The study was printed in the journal Nature nanotechnology. The invention comprises of a small square of germanium antimony telluride, which is a common ingredient in optical disks, held between two electrodes. It is also known as phase-change material, wherein it can change its phase from an amorphous insulator to a crystalline conductor when struck with a strong enough electric pulse.
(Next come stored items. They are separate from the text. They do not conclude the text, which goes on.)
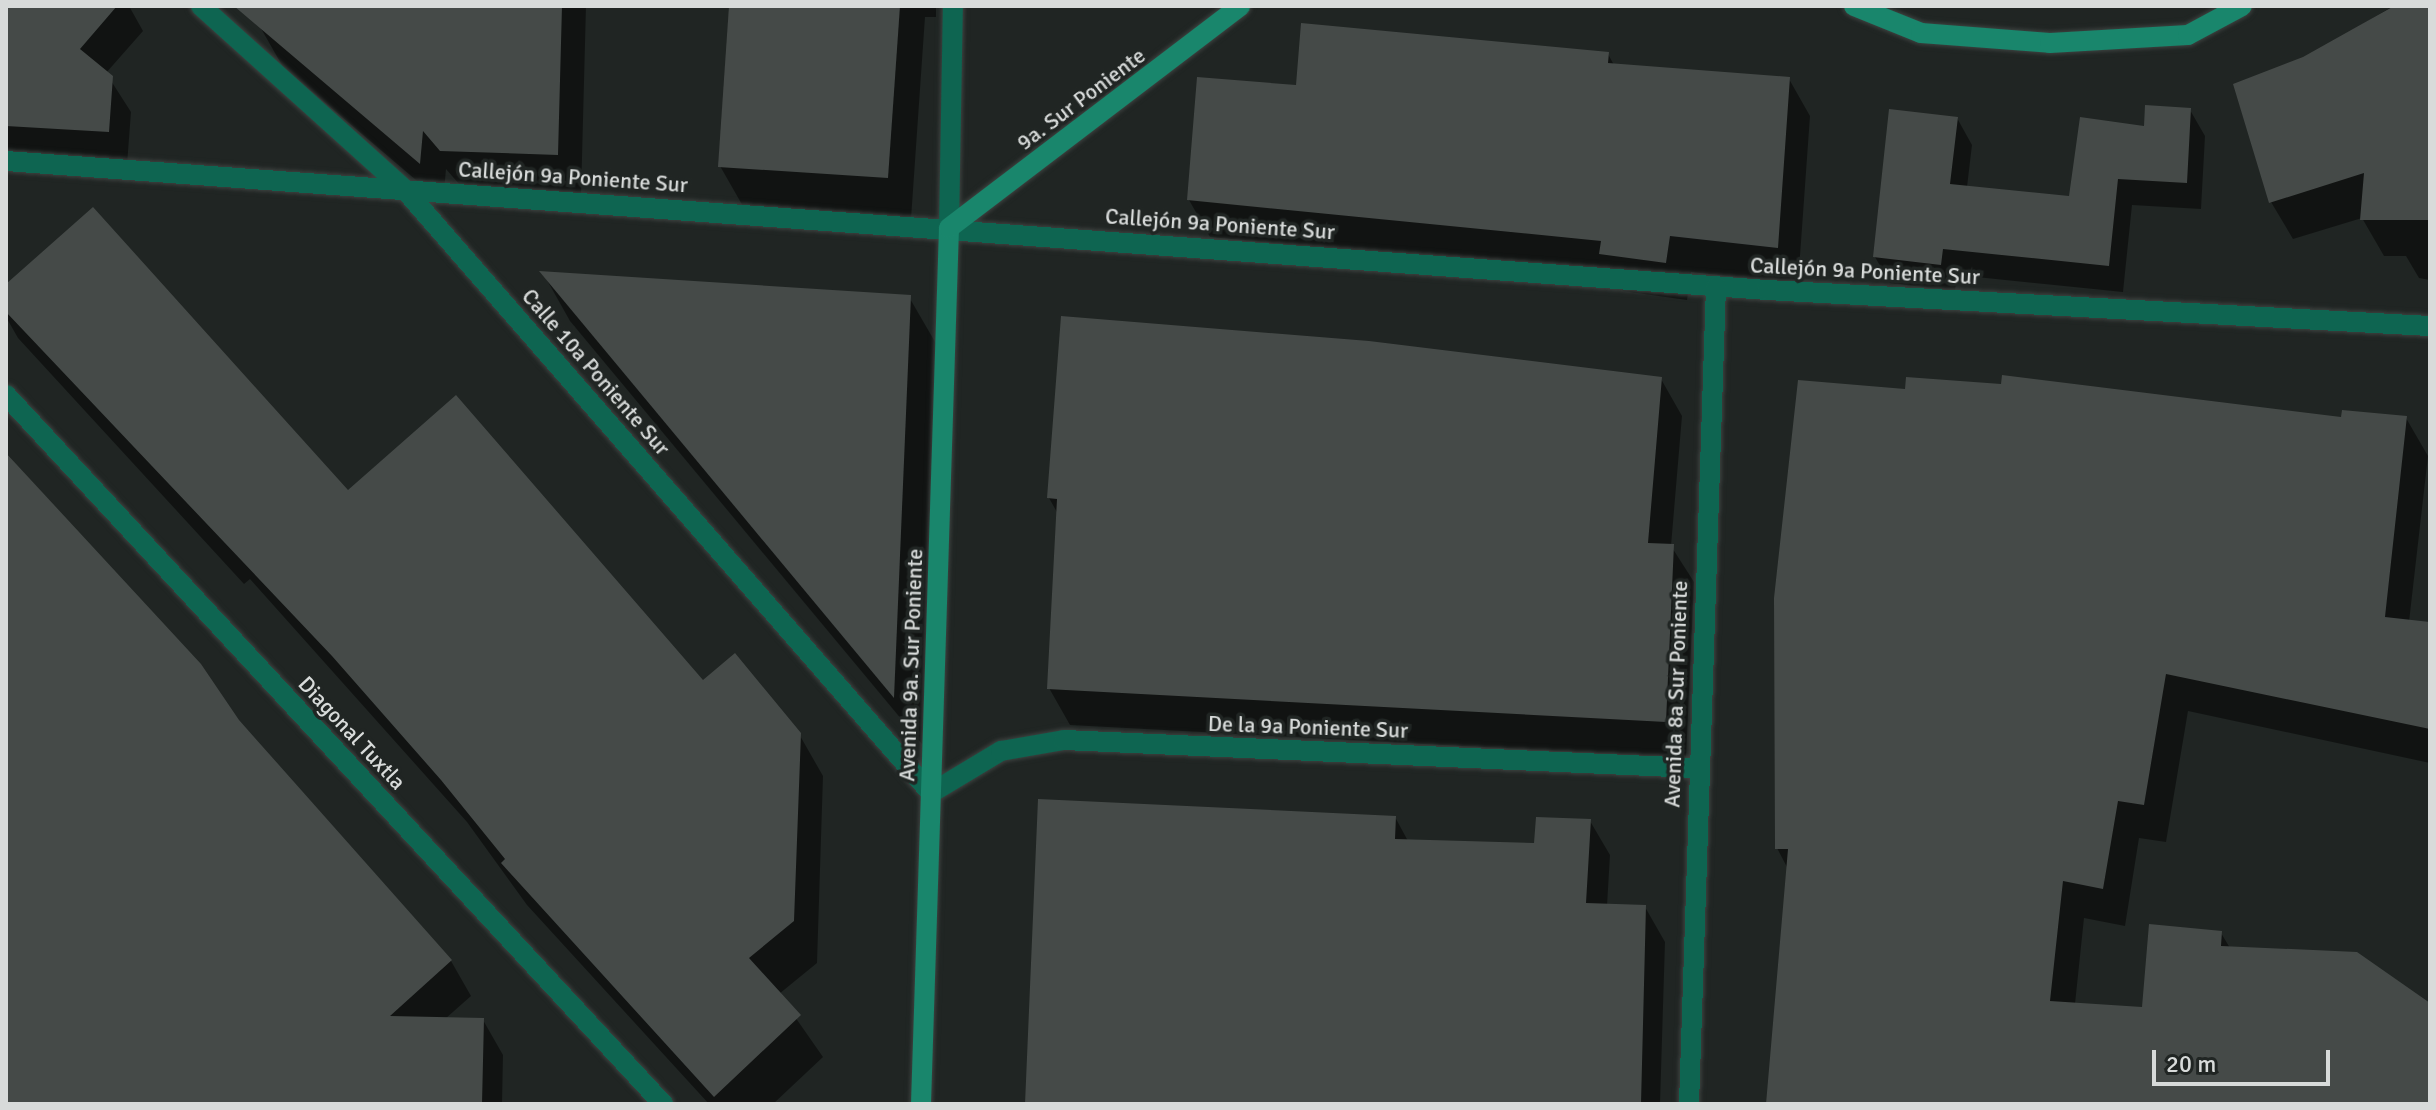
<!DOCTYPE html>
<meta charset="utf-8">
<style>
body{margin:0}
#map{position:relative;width:2436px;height:1110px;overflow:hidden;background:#202523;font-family:Signika,sans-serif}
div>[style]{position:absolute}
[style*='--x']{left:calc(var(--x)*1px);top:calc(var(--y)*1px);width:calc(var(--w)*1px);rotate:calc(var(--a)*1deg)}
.shadow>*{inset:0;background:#0007}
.building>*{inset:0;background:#454a48}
.roads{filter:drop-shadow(0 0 2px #3d4240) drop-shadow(0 0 2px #3d4240)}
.minor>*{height:20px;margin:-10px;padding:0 10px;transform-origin:10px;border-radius:10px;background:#0e6551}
.secondary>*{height:20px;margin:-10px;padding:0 10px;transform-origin:10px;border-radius:10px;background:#19866c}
span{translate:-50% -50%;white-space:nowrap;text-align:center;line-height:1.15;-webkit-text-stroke:7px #202523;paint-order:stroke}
.street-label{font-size:22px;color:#d8dbda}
.frame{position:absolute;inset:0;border:8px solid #d8dbda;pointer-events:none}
.scale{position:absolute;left:2152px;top:1050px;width:178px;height:36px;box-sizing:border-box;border:4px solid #d8dbda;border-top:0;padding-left:10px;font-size:24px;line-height:28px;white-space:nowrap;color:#d8dbda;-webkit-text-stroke:6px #202523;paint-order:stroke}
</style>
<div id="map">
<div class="shadow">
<div style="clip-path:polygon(6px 6px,129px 6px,143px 31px,106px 73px,131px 112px,127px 165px,6px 158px)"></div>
<div style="clip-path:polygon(275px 6px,586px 6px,581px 196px,466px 192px,446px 169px,443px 203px,283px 67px,259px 25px)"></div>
<div style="clip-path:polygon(731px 6px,936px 6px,936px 17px,925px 17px,911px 219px,744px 208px,720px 166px)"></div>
<div style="clip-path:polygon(2393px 6px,2430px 6px,2430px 280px,2419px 278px,2406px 256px,2384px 256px,2362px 218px,2293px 239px,2271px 202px,2304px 59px)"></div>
<div style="clip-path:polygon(1608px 54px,1614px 65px,1789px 79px,1810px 116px,1798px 284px,1691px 272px,1687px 300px,1623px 291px,1615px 277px,1210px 237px,1189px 200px,1298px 87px)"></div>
<div style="clip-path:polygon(2190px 110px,2205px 136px,2201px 209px,2132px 205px,2123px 292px,1957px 275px,1955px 291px,1890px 283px,1875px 257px,1957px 118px,1972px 145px,1967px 187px,2071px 198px,2146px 128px)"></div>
<div style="clip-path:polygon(543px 273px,909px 297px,938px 347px,922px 744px,570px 321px)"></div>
<div style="clip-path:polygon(6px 287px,348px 493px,799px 734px,823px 776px,817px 963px,779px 994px,823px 1057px,773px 1104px,709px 1104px,527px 905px,467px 822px,250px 579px,244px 584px,18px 338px,6px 317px)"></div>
<div style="clip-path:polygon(1661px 379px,1682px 416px,1671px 546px,1694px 582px,1686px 758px,1070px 725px,1049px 688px,1058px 514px,1049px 498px)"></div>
<div style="clip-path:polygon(2406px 418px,2428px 456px,2409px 622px,2430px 624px,2430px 763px,2188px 711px,2166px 842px,2139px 838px,2125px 926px,2084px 918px,2075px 1004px,2144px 1009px,2221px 933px,2230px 948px,2430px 1006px,2430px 1104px,1768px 1104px,1788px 869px,1777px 848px,2343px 420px)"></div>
<div style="clip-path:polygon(6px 453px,200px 666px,237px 721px,451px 961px,471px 996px,445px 1019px,483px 1020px,503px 1055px,502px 1104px,6px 1104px)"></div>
<div style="clip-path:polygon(1395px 817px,1408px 841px,1536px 845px,1590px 821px,1610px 855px,1607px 906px,1645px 907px,1665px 942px,1660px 1104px,1027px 1104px)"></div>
</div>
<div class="building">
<div style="clip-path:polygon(6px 6px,117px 6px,80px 49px,113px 76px,109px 132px,6px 126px)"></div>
<div style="clip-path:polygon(234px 6px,562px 6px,558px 155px,440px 151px,423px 131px,420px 164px)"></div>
<div style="clip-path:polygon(729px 6px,900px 6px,888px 178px,718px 167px)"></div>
<div style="clip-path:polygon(2394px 6px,2430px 6px,2430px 220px,2360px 220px,2364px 173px,2269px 203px,2233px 84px,2303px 57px)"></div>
<div style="clip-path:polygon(1301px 23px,1609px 52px,1608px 63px,1790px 77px,1778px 248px,1670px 236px,1666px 263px,1599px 254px,1601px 241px,1187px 200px,1197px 77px,1296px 85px)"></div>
<div style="clip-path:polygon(2145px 105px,2191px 108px,2187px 183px,2118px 179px,2109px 266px,1943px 249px,1941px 265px,1873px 257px,1889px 109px,1958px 117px,1950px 184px,2069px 196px,2080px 117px,2144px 126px)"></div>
<div style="clip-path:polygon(93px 207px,348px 490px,456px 395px,703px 680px,735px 653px,801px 733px,794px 921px,749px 958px,801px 1015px,714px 1097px,501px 863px,505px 859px,441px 780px,332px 656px,6px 312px,6px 284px)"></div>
<div style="clip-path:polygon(539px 271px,911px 295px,894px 698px)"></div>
<div style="clip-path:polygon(1061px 316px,1369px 341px,1662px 377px,1648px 543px,1674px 544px,1666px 722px,1047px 689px,1057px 499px,1047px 498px)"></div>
<div style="clip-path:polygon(2002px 375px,2341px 417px,2342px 410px,2407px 416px,2385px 617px,2430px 622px,2430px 729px,2166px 674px,2144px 805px,2118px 801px,2103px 889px,2063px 881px,2050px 1001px,2142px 1007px,2149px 924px,2222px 931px,2221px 946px,2357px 952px,2430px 1003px,2430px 1104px,1766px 1104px,1788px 849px,1775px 849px,1774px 598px,1798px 380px,1905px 389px,1906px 377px,2001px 384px)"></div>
<div style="clip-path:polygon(6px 453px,201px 664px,239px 720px,452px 960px,390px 1016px,484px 1018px,482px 1104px,6px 1104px)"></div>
<div style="clip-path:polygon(1038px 799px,1396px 816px,1395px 839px,1534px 843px,1536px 817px,1591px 819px,1586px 903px,1646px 905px,1641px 1104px,1025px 1104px)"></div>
</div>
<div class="roads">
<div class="minor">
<div style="--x:201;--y:6;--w:275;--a:42"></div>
<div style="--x:405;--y:190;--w:800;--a:48.9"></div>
<div style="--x:931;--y:793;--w:82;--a:-31"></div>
<div style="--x:1001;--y:751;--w:64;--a:-9.9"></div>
<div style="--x:1064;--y:740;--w:633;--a:2.54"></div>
<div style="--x:6;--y:161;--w:1766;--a:4.19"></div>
<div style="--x:1767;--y:290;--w:664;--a:3.11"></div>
<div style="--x:949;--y:228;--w:222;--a:-89"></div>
<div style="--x:6;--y:395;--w:967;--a:47.18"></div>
<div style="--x:1689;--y:1104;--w:818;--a:-88.11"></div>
</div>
<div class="secondary">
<div style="--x:1854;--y:6;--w:72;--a:21.9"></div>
<div style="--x:1921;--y:33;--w:129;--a:4.4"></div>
<div style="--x:2050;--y:43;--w:138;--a:-3.3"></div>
<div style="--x:2188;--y:35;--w:61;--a:-28.2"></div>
<div style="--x:921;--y:1104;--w:876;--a:-88.17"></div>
<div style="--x:949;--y:228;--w:366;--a:-37.3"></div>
</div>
</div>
<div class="street-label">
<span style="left:1081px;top:99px;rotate:-37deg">9a. Sur Poniente</span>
<span style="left:573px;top:177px;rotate:4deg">Callejón 9a Poniente Sur</span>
<span style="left:1220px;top:224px;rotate:4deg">Callejón 9a Poniente Sur</span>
<span style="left:1865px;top:271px;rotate:3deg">Callejón 9a Poniente Sur</span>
<span style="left:596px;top:372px;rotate:49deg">Calle 10a Poniente Sur</span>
<span style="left:911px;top:665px;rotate:-88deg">Avenida 9a. Sur Poniente</span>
<span style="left:1676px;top:694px;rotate:-88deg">Avenida 8a Sur Poniente</span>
<span style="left:1308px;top:727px;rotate:2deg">De la 9a Poniente Sur</span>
<span style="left:352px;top:733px;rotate:47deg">Diagonal Tuxtla</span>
</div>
<div class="frame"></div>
<div class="scale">20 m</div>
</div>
These will act as a resistor and capacitor and simulate the behavior of biological neurons' lipid bilayer membrane, according to International Business Times.

IBM explained that the researchers applied a series of electrical pulses to the artificial neurons. This resulted in the progressive crystallization of the phase-change material, which causes the neuron to fire. They further explained that this is known as the integrate-and-fire property of biological neurons, which is the foundation for event-based computation. It is similar on how the brain triggers a response when you touch something hot.

ArsTechnica stated that IBM has already developed a population of 500 of artificial neurons. They used them to process a signal in a brain-like (neuromorphic) way. The IBM's artificial neuron has a neuronal membrane (lipid bilayer) around the spike generator (nucleus), inputs (dendrites) and an output (axon) juts like the biological neuron. It also has a back-propagation link from the spike generator back to the inputs. This is to strengthen of some of the input spikes. The difference is that the neuronal membrane is replaced with the germanium-antimony-tellurium.

An artificial neuron may also refer to as binary neuron, Nv neuron, or linear threshold function depending on the specific model. It has a mathematical function that conceives as a model of biological neurons. It receives one or more inputs (dendrites) and sums to create an output (axon).